[Stored dataset items]
##############################

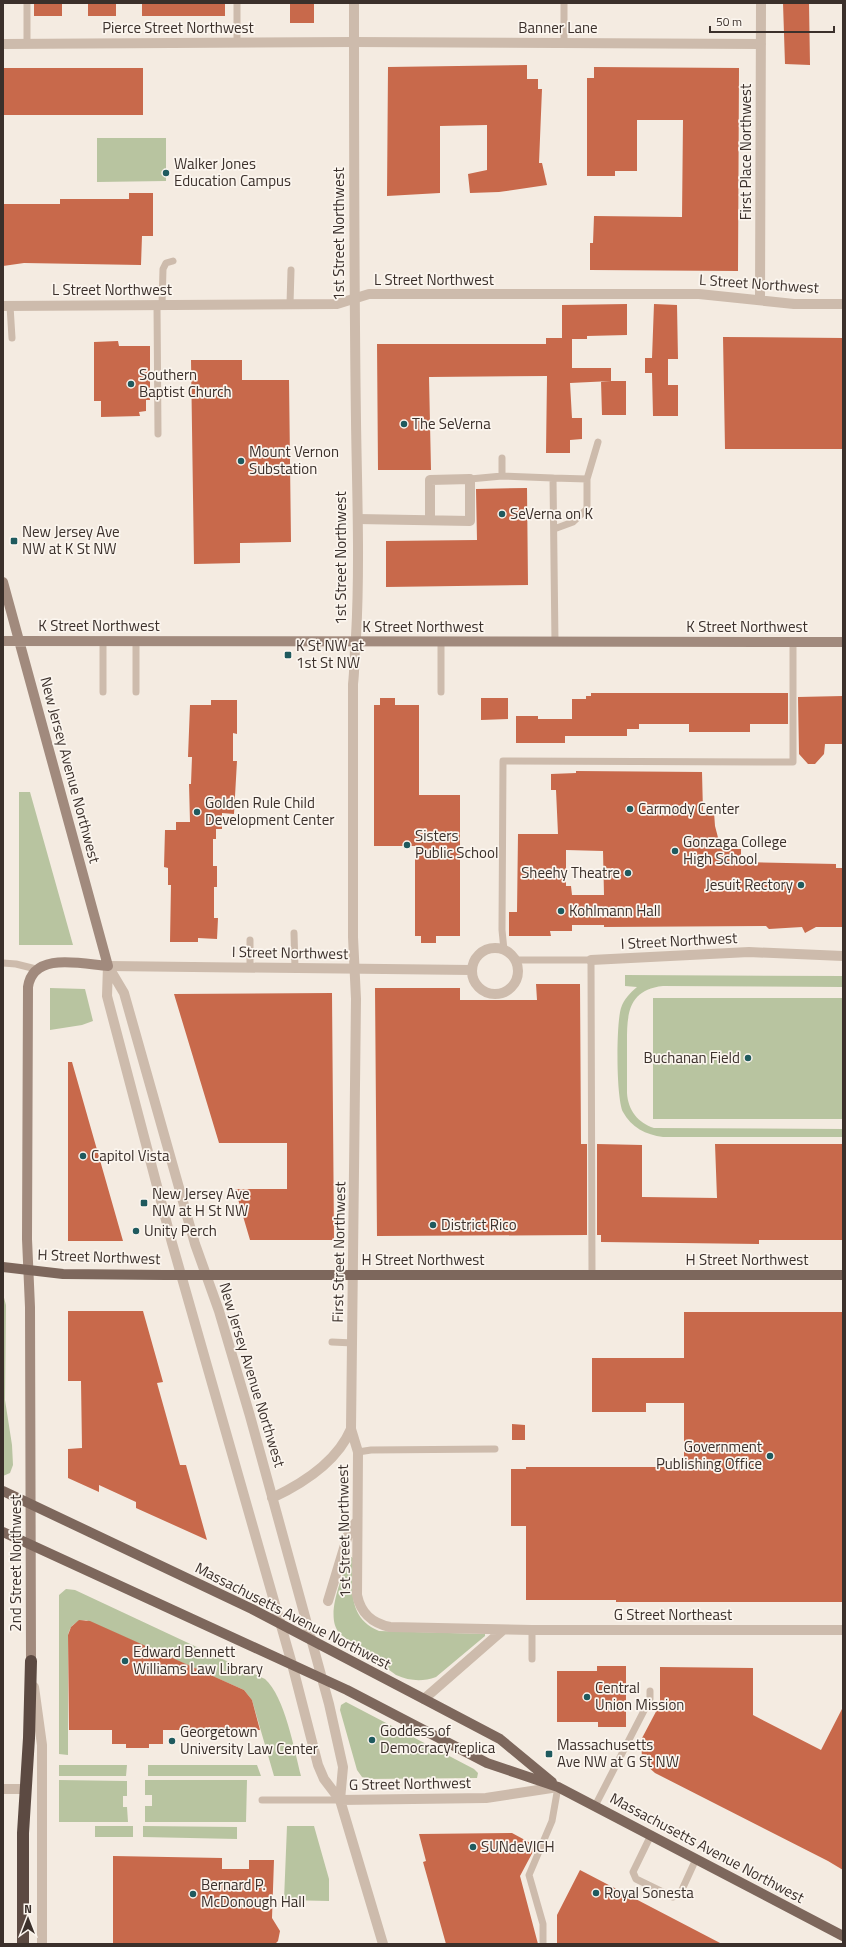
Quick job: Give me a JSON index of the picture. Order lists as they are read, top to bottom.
{
  "streets": {
    "main road": [
      "K Street Northwest",
      "New Jersey Avenue Northwest",
      "H Street Northwest",
      "2nd Street Northwest",
      "Massachusetts Avenue Northwest"
    ],
    "street": [
      "Pierce Street Northwest",
      "Banner Lane",
      "First Place Northwest",
      "1st Street Northwest",
      "L Street Northwest",
      "I Street Northwest",
      "First Street Northwest",
      "G Street Northeast",
      "G Street Northwest"
    ]
  },
  "crossings": [
    ["Pierce Street Northwest", "Banner Lane"],
    ["Pierce Street Northwest", "1st Street Northwest"],
    ["Banner Lane", "First Place Northwest"],
    ["Banner Lane", "1st Street Northwest"],
    ["First Place Northwest", "L Street Northwest"],
    ["1st Street Northwest", "L Street Northwest"],
    ["1st Street Northwest", "K Street Northwest"],
    ["1st Street Northwest", "I Street Northwest"],
    ["1st Street Northwest", "First Street Northwest"],
    ["1st Street Northwest", "G Street Northeast"],
    ["K Street Northwest", "New Jersey Avenue Northwest"],
    ["New Jersey Avenue Northwest", "I Street Northwest"],
    ["New Jersey Avenue Northwest", "First Street Northwest"],
    ["New Jersey Avenue Northwest", "H Street Northwest"],
    ["New Jersey Avenue Northwest", "Massachusetts Avenue Northwest"],
    ["New Jersey Avenue Northwest", "G Street Northwest"],
    ["I Street Northwest", "First Street Northwest"],
    ["First Street Northwest", "H Street Northwest"],
    ["H Street Northwest", "2nd Street Northwest"],
    ["2nd Street Northwest", "Massachusetts Avenue Northwest"],
    ["Massachusetts Avenue Northwest", "G Street Northwest"]
  ],
  "places": {
    "other": [
      "Walker Jones Education Campus",
      "Southern Baptist Church",
      "The SeVerna",
      "Mount Vernon Substation",
      "SeVerna on K",
      "Carmody Center",
      "Golden Rule Child Development Center",
      "Sisters Public School",
      "Gonzaga College High School",
      "Sheehy Theatre",
      "Jesuit Rectory",
      "Kohlmann Hall",
      "Buchanan Field",
      "Capitol Vista",
      "District Rico",
      "Unity Perch",
      "Government Publishing Office",
      "Edward Bennett Williams Law Library",
      "Central Union Mission",
      "Goddess of Democracy replica",
      "Georgetown University Law Center",
      "SUNdeVICH",
      "Royal Sonesta",
      "Bernard P. McDonough Hall"
    ],
    "transit": [
      "New Jersey Ave NW at K St NW",
      "K St NW at 1st St NW",
      "New Jersey Ave NW at H St NW",
      "Massachusetts Ave NW at G St NW"
    ]
  },
  "scale_bar": "50 m",
  "north": "top"
}
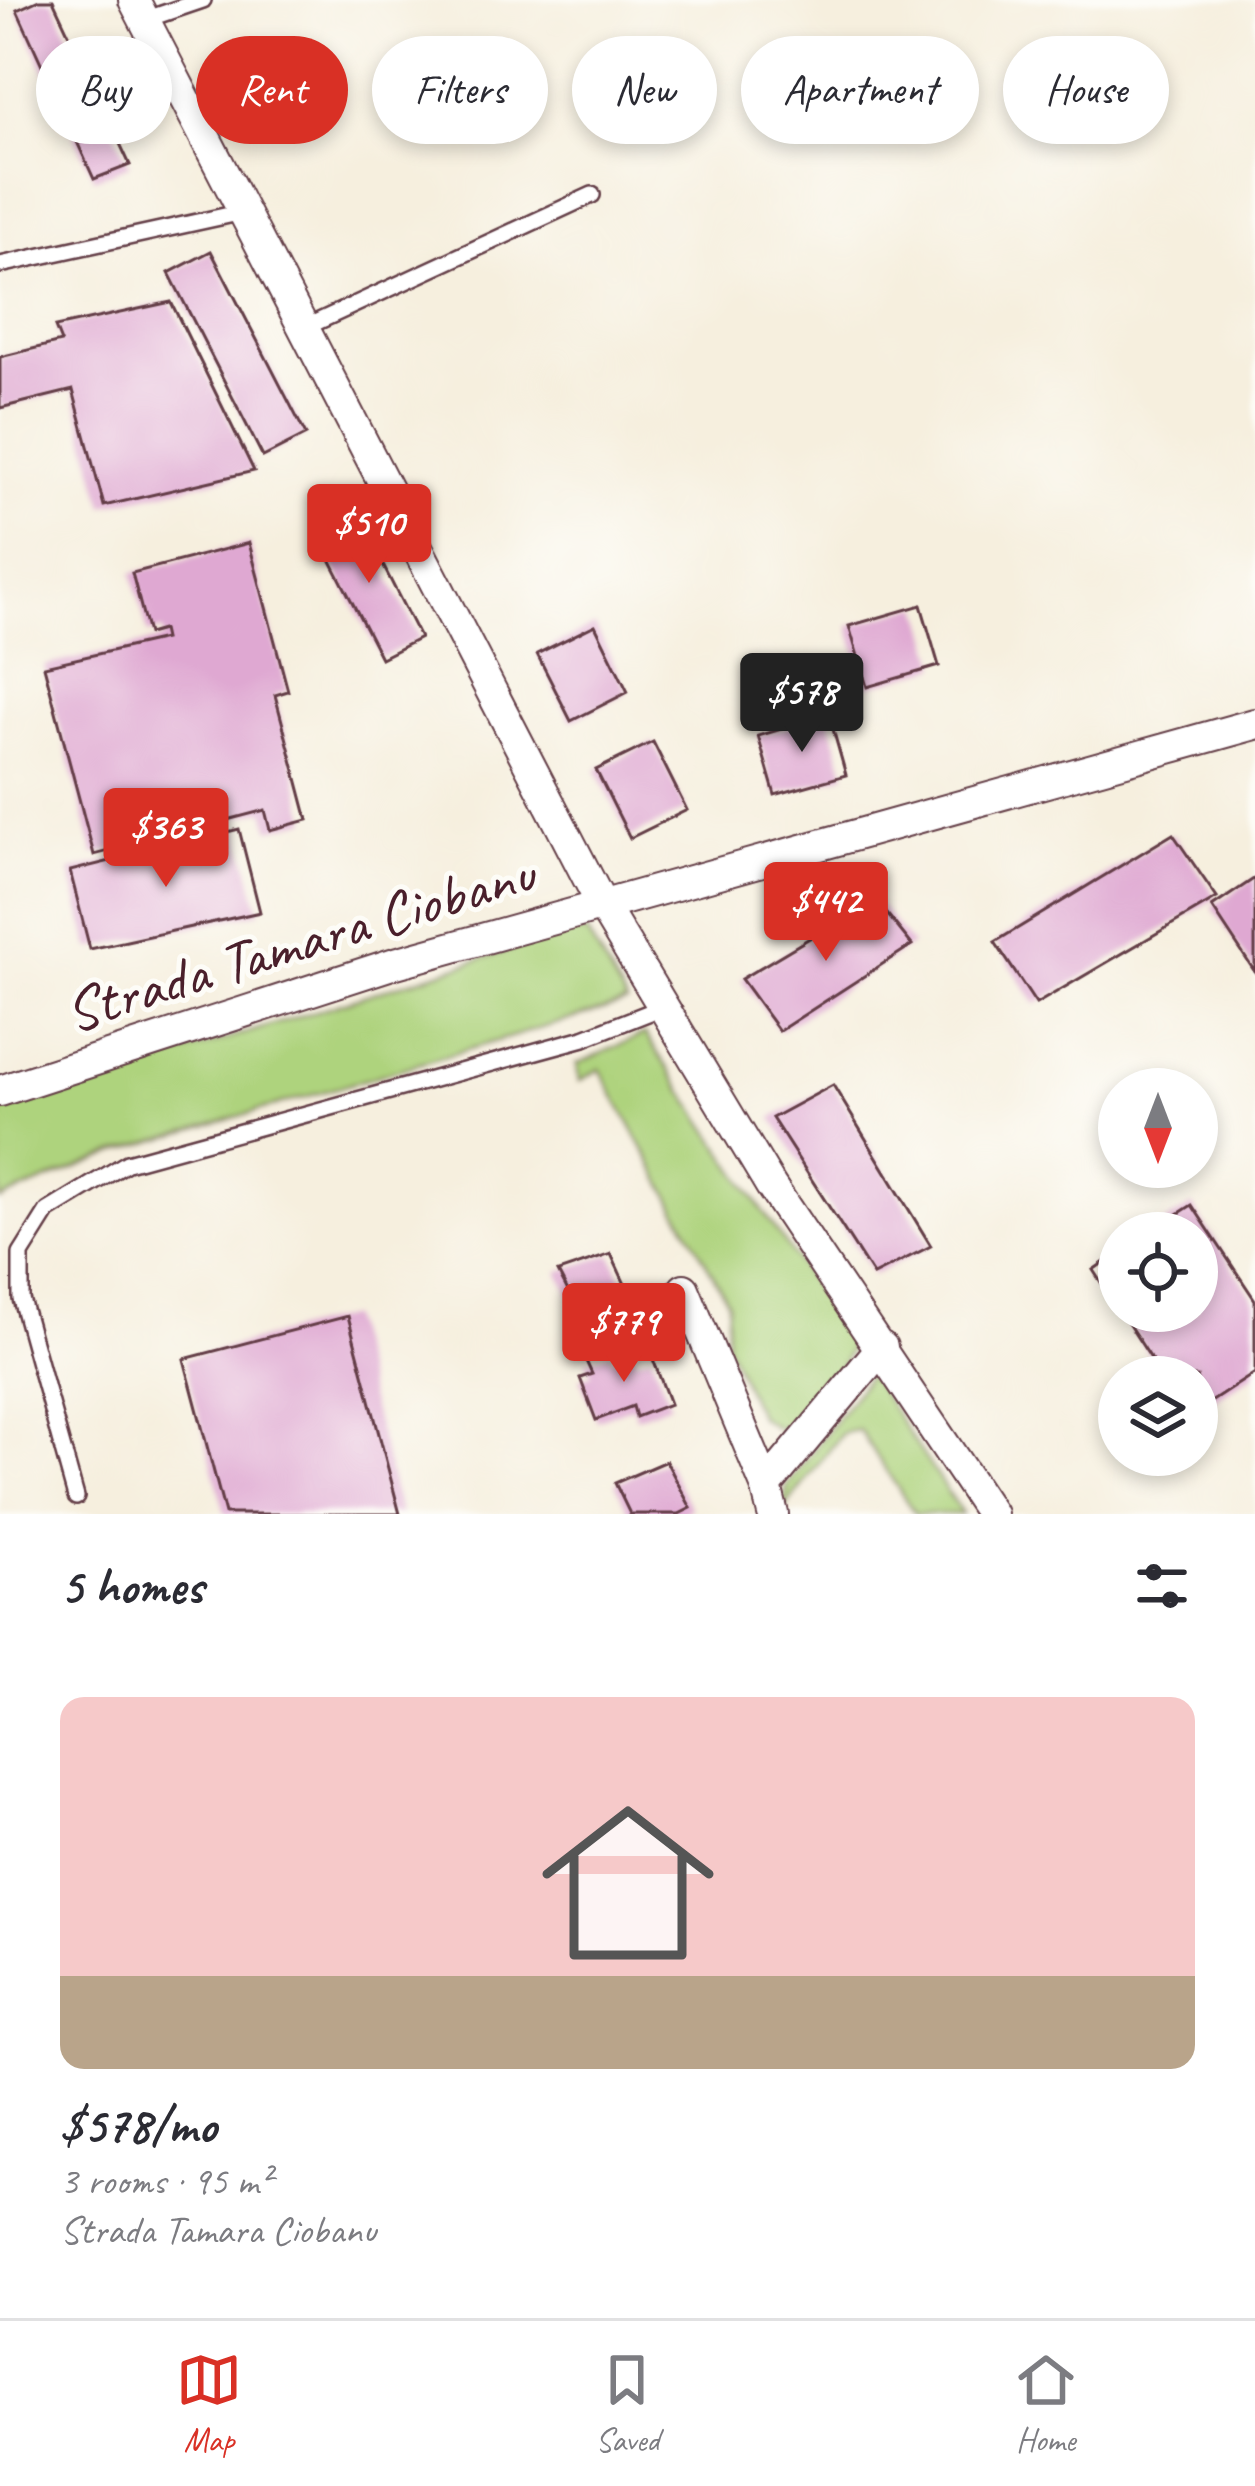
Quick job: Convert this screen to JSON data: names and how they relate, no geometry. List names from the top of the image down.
{
  "streets": {
    "street": ["Strada Tamara Ciobanu"]
  },
  "north": "bottom",
  "page": {
    "chip": [
      "Buy",
      "Rent",
      "Filters",
      "New",
      "Apartment",
      "House"
    ],
    "price": [
      "$510",
      "$578",
      "$363",
      "$442",
      "$779"
    ],
    "heading": "5 homes",
    "list": [
      {
        "name": "$578/mo",
        "note": "3 rooms · 95 m² · Strada Tamara Ciobanu"
      }
    ],
    "tabs": ["Map", "Saved", "Home"]
  }
}
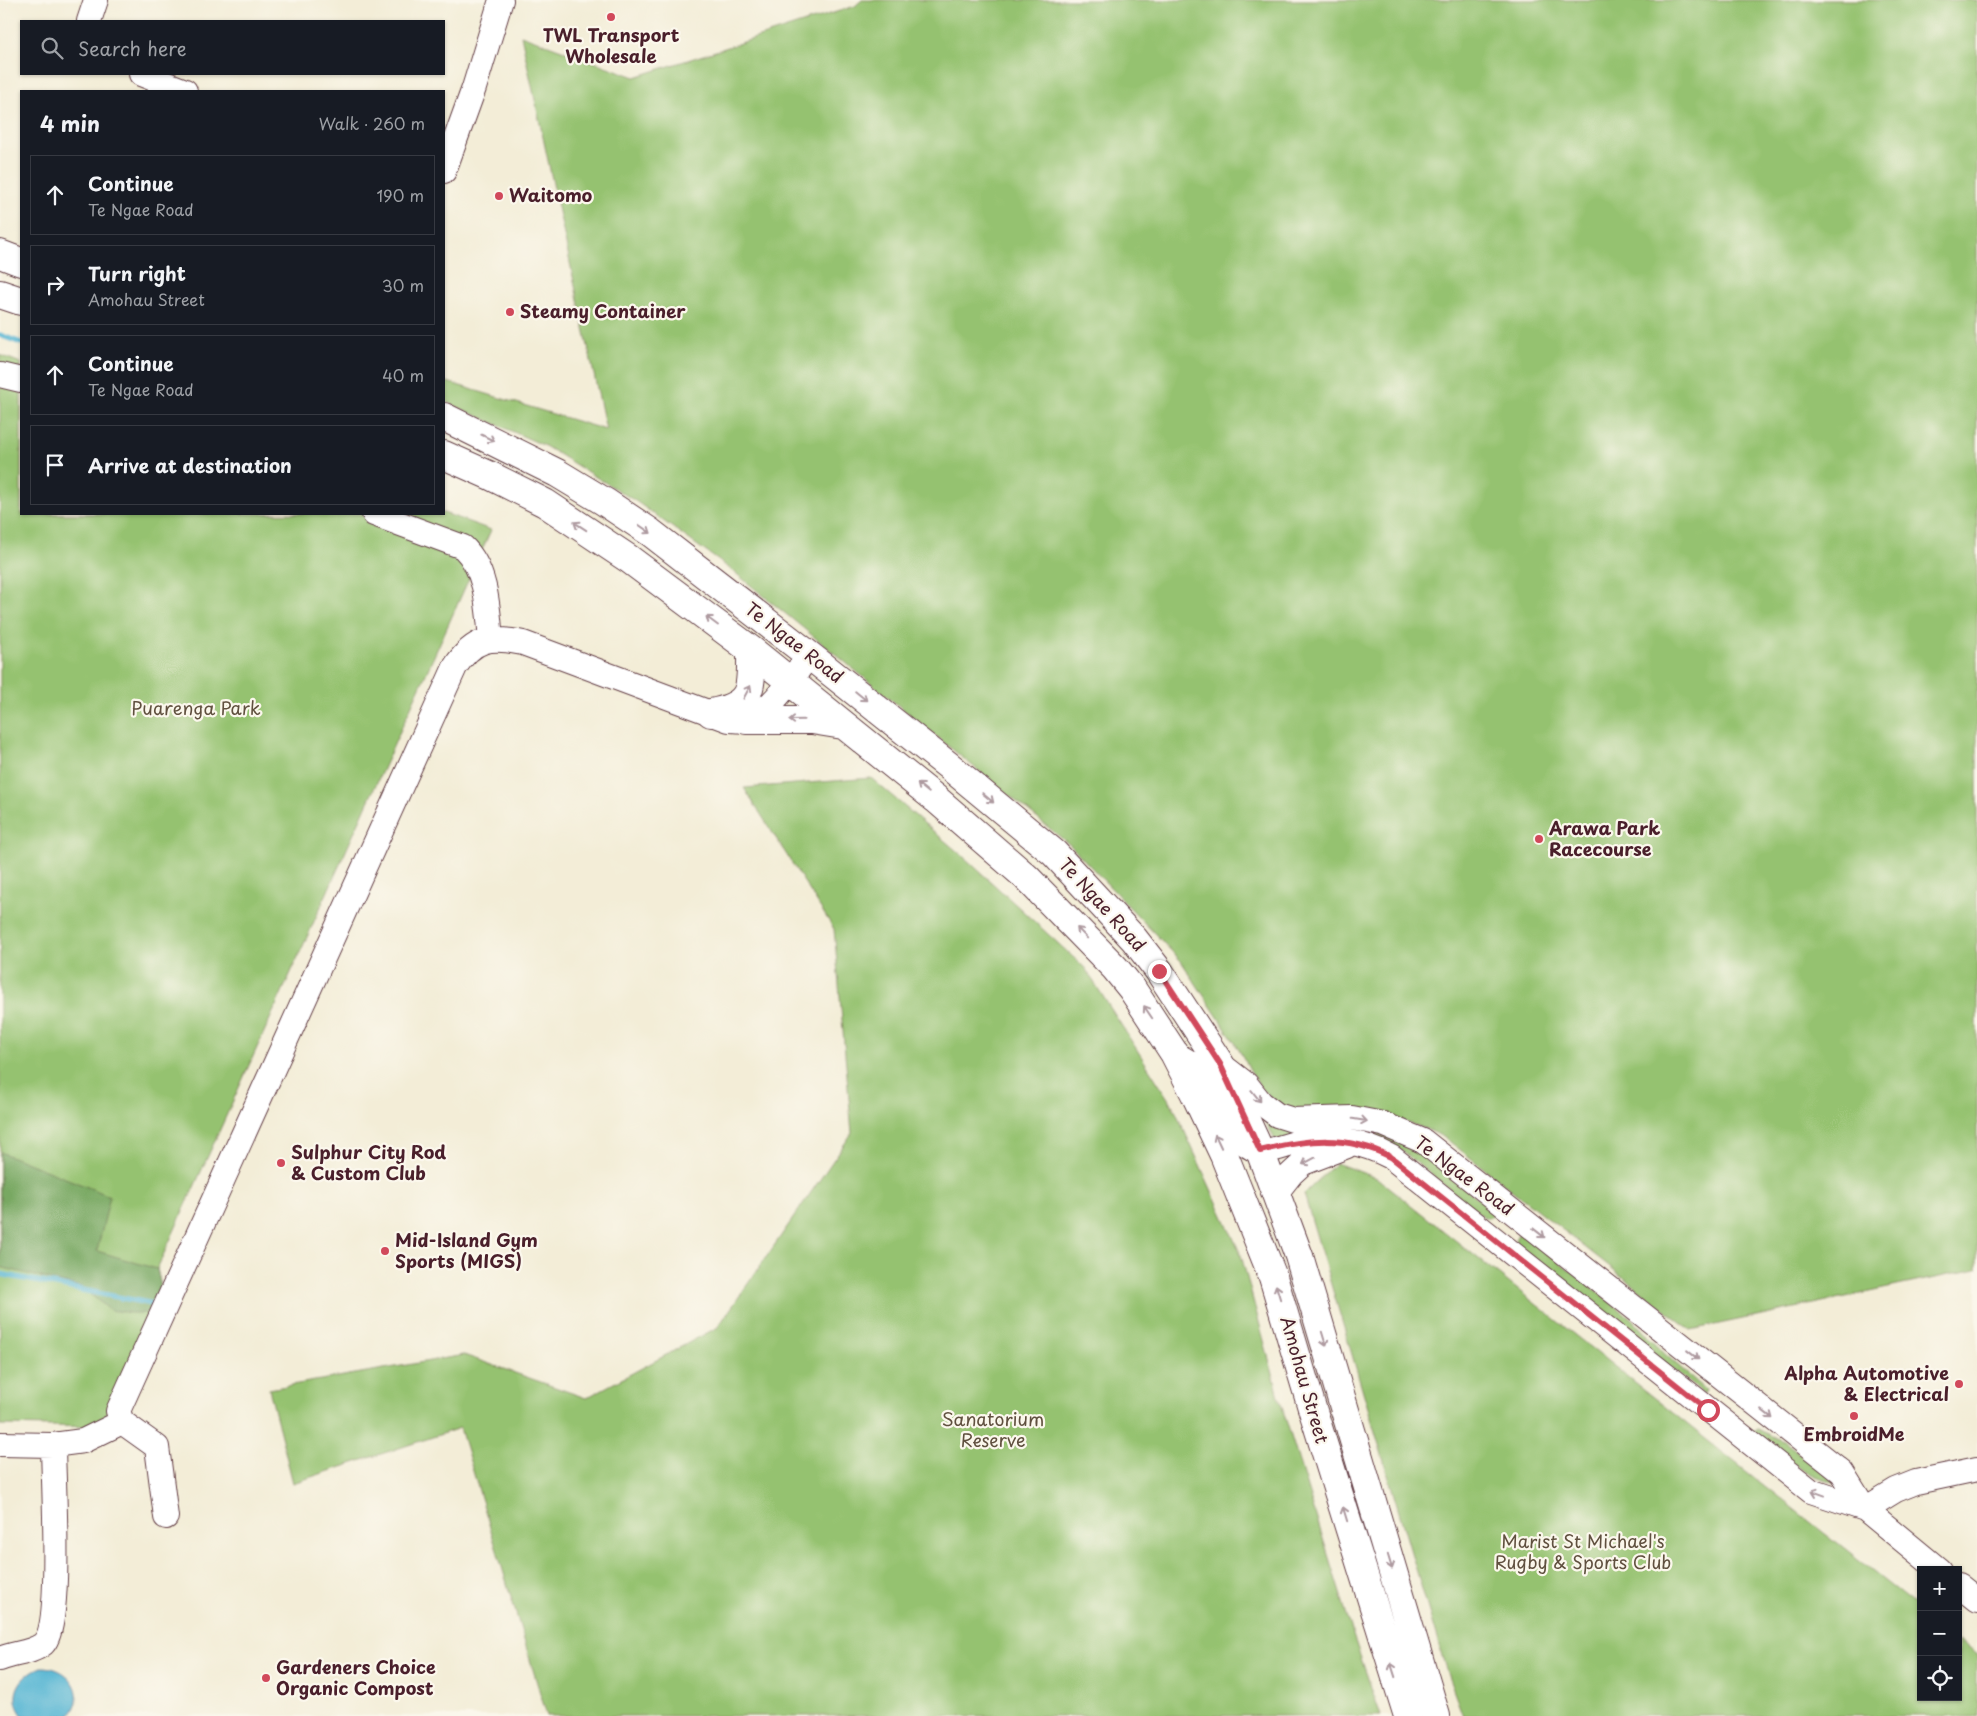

##############################

• [WHAT YOU WILL DO]:
Copy out the lines of the data where the string "Quick" occurs.

• [RESPONSE]:
Quick job: Give me a JSON index of the picture. Order lists as they are read, top to bottom.
Quick job: Convert this screen to JSON data: names and how they relate, no geometry. List names from the top of the image down.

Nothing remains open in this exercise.